Sarah s ready to roll
Sarah Throns and her father Paul. Picture: Bill Hatto/The West Australian

Little Sarah Throns used to have trouble keeping up with her six sisters and two brothers as they tore around the family home on bicycles.

Born with a condition that gave her club feet and little leg strength, the eight-year-old struggles to turn the pedals of a bicycle.

But thanks to a team of volunteers, Sarah now has a hand-powered tricycle and can keep pace with her siblings.

Her sturdy trike is made of parts from old Rottnest Island hire bikes custom-converted to fit her tiny frame.

Sarah plans to take her new wheels to a BMX track to race her dad and two of her siblings, who are all previous State champions.

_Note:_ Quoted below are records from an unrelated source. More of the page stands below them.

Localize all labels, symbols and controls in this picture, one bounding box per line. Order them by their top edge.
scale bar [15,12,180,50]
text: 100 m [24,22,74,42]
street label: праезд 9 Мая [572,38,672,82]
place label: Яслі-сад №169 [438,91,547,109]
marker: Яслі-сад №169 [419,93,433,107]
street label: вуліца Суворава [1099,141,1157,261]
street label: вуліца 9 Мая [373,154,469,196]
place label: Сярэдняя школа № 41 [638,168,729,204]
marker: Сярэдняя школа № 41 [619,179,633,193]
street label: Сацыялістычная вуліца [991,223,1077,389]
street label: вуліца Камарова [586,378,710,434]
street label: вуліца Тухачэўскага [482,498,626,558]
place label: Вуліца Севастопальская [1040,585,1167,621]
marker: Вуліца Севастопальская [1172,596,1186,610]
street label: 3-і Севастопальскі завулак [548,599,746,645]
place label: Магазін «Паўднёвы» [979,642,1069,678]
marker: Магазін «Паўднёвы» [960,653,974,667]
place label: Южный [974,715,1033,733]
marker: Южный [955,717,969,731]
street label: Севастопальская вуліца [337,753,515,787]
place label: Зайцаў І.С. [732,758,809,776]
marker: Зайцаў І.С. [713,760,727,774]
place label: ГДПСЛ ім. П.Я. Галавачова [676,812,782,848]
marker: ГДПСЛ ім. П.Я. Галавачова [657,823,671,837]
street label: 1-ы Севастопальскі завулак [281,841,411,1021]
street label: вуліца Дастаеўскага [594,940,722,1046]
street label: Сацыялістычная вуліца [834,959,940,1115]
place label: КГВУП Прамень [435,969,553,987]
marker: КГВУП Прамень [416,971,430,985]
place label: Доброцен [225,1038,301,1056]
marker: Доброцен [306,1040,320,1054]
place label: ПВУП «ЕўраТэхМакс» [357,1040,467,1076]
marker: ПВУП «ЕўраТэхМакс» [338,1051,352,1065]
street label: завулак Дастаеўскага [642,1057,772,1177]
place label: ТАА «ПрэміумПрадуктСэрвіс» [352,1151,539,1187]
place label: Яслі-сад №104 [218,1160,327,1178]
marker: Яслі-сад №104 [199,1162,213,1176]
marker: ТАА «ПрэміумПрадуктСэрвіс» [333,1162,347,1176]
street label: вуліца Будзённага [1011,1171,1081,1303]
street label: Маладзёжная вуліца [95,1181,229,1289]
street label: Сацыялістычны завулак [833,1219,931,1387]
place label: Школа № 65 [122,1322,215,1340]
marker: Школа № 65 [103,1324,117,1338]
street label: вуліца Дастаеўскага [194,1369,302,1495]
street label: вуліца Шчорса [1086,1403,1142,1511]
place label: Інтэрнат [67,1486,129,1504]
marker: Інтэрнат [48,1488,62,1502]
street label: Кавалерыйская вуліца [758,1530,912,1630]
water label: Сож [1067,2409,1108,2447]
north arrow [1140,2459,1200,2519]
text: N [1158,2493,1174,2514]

"I'm looking forward to that one," dad Paul Throns said.

"Sarah wants to do everything.

"She doesn't believe anything will stop her from doing what her brothers and sisters can do."

Sarah's trike was the brainchild of Bruno Booth, from Dismantle, a community-based bike recycling and maintenance group, whose dad built him a similar machine when he was a boy.

Ten hand-pedalled trikes were put together for children at Rocky Bay by Dismantle and the Dreamfit Foundation, a group that helps people with disabilities.

Funding for the project came from Variety WA.

Sarah chose the bright colours and helped assemble the trike at a workshop at Rocky Bay last month.